The bisilhouette score is an extension of the silhouette score to the bicluster case. It is a measure of the quality of a biclustering, which like the silhouette score takes into account the compactness and separation of the biclusters.

This page details the use of the functions within the bisilhouette function, for more details on the definiton of the score, please see the package vignette.

Examples

We ilustrate the use of the bisilhouette function which takes as input the N×pN\times pdata matrix, and bicluster membership informtation encoded via row_clustering and col_clustering.

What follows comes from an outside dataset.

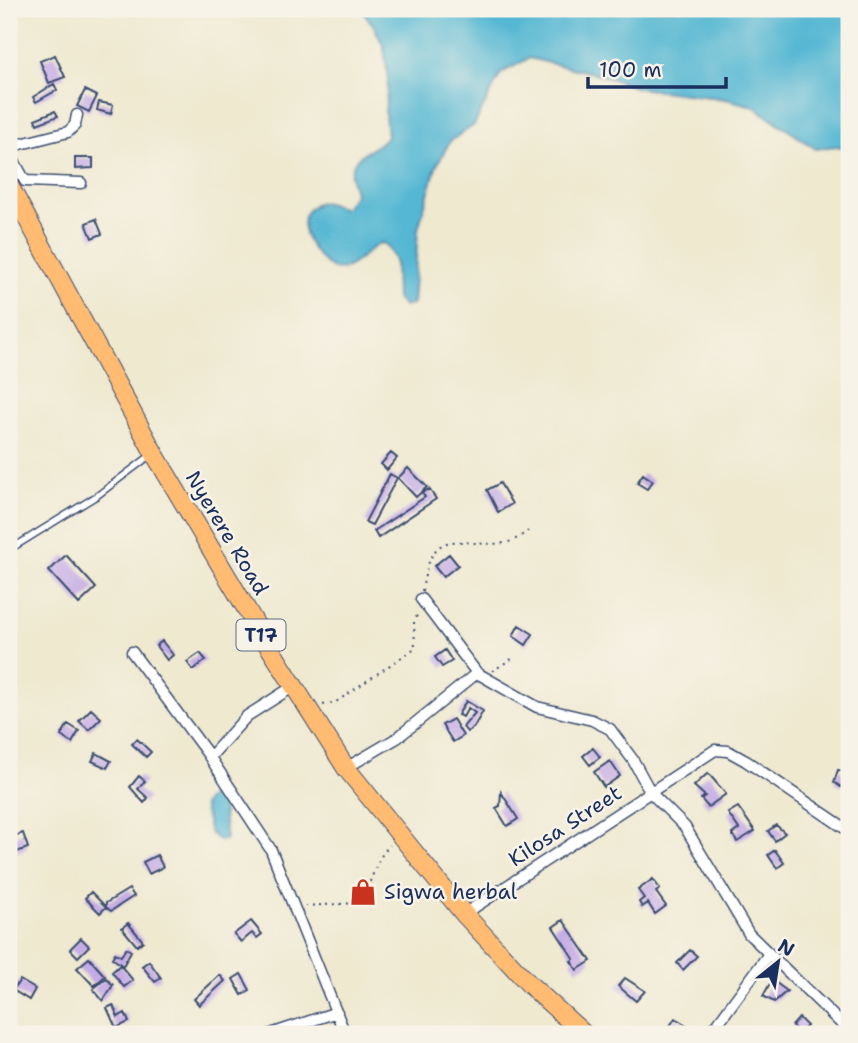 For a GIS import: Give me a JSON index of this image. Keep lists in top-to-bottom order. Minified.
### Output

  • row_clustering is a binary matrix which contains 1 in element [i,j] if row i is in bicluster j
  • col_clustering is a binary matrix which contains 1 in element [i,j] if column i is in bicluster j
data <- matrix(rnorm(50), nrow = 10)
row_clustering <- cbind(
  rbinom(10, 1, 0.5),
  rbinom(10, 1, 0.5),
  rbinom(10, 1, 0.5)
)
col_clustering <- cbind(
  rbinom(5, 1, 0.5),
  rbinom(5, 1, 0.5),
  rbinom(5, 1, 0.5)
)
bisil <- bisilhouette(data, row_clustering, col_clustering)
bisil$bisil # the bisilhouette score
bisil$vals # a list containing vectors of the bisilhouette coefficients for each bicluster 

The bisilhouette package is compatible with the output of functions from the popular biclustpackage; if Biclust is the object returned by the biclust function from the biclust package, bisilhouette can be used as followed:

bisilhouette(data, Biclust@RowxNumber, Biclust@NumberxCol)

Visualisation

The function plot_bisil produces a visualisation of the bisilhouette scores. The individual bisilhouette coefficients for each of the rows is shown along the x axis, with rows grouped into the assigned biclusters (denoted by different colours). The mean coefficient is represented by the dashed line.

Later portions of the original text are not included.